TASK DETAILS -> The entries below should be output exactly as written.

====================

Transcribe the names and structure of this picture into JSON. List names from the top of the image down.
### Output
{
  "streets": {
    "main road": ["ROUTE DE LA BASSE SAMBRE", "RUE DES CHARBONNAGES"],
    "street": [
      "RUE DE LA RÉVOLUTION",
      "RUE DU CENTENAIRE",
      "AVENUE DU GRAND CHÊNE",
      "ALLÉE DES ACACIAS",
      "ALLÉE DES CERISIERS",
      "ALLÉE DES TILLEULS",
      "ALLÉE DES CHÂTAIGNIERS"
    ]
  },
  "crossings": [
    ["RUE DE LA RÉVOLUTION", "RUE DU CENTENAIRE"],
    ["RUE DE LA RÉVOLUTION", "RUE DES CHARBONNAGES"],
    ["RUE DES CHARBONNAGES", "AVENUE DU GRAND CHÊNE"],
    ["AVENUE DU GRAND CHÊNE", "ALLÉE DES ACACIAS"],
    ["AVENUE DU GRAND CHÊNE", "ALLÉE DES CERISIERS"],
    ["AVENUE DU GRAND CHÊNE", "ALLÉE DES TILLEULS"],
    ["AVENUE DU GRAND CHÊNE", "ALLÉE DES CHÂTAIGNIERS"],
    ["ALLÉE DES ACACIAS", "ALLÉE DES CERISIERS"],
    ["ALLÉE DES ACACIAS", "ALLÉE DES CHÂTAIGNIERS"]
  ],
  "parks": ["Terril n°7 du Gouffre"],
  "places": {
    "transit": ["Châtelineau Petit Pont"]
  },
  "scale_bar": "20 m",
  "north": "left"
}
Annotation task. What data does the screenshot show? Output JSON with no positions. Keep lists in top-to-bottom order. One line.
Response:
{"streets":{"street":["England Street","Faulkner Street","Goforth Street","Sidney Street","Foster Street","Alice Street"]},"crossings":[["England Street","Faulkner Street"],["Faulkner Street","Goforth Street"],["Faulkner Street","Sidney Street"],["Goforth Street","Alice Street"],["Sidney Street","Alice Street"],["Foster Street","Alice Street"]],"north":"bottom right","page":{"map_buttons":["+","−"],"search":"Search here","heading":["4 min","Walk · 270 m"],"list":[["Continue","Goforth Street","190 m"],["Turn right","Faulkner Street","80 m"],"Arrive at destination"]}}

====================

ANSWER AREA ->
Transcribe the names and structure of this picture into JSON. List names from the top of the image down.
### Output
{
  "streets": {
    "main road": ["ROUTE DE LA BASSE SAMBRE", "RUE DES CHARBONNAGES"],
    "street": [
      "RUE DE LA RÉVOLUTION",
      "RUE DU CENTENAIRE",
      "AVENUE DU GRAND CHÊNE",
      "ALLÉE DES ACACIAS",
      "ALLÉE DES CERISIERS",
      "ALLÉE DES TILLEULS",
      "ALLÉE DES CHÂTAIGNIERS"
    ]
  },
  "crossings": [
    ["RUE DE LA RÉVOLUTION", "RUE DU CENTENAIRE"],
    ["RUE DE LA RÉVOLUTION", "RUE DES CHARBONNAGES"],
    ["RUE DES CHARBONNAGES", "AVENUE DU GRAND CHÊNE"],
    ["AVENUE DU GRAND CHÊNE", "ALLÉE DES ACACIAS"],
    ["AVENUE DU GRAND CHÊNE", "ALLÉE DES CERISIERS"],
    ["AVENUE DU GRAND CHÊNE", "ALLÉE DES TILLEULS"],
    ["AVENUE DU GRAND CHÊNE", "ALLÉE DES CHÂTAIGNIERS"],
    ["ALLÉE DES ACACIAS", "ALLÉE DES CERISIERS"],
    ["ALLÉE DES ACACIAS", "ALLÉE DES CHÂTAIGNIERS"]
  ],
  "parks": ["Terril n°7 du Gouffre"],
  "places": {
    "transit": ["Châtelineau Petit Pont"]
  },
  "scale_bar": "20 m",
  "north": "left"
}
Annotation task. What data does the screenshot show? Output JSON with no positions. Keep lists in top-to-bottom order. One line.
Response:
{"streets":{"street":["England Street","Faulkner Street","Goforth Street","Sidney Street","Foster Street","Alice Street"]},"crossings":[["England Street","Faulkner Street"],["Faulkner Street","Goforth Street"],["Faulkner Street","Sidney Street"],["Goforth Street","Alice Street"],["Sidney Street","Alice Street"],["Foster Street","Alice Street"]],"north":"bottom right","page":{"map_buttons":["+","−"],"search":"Search here","heading":["4 min","Walk · 270 m"],"list":[["Continue","Goforth Street","190 m"],["Turn right","Faulkner Street","80 m"],"Arrive at destination"]}}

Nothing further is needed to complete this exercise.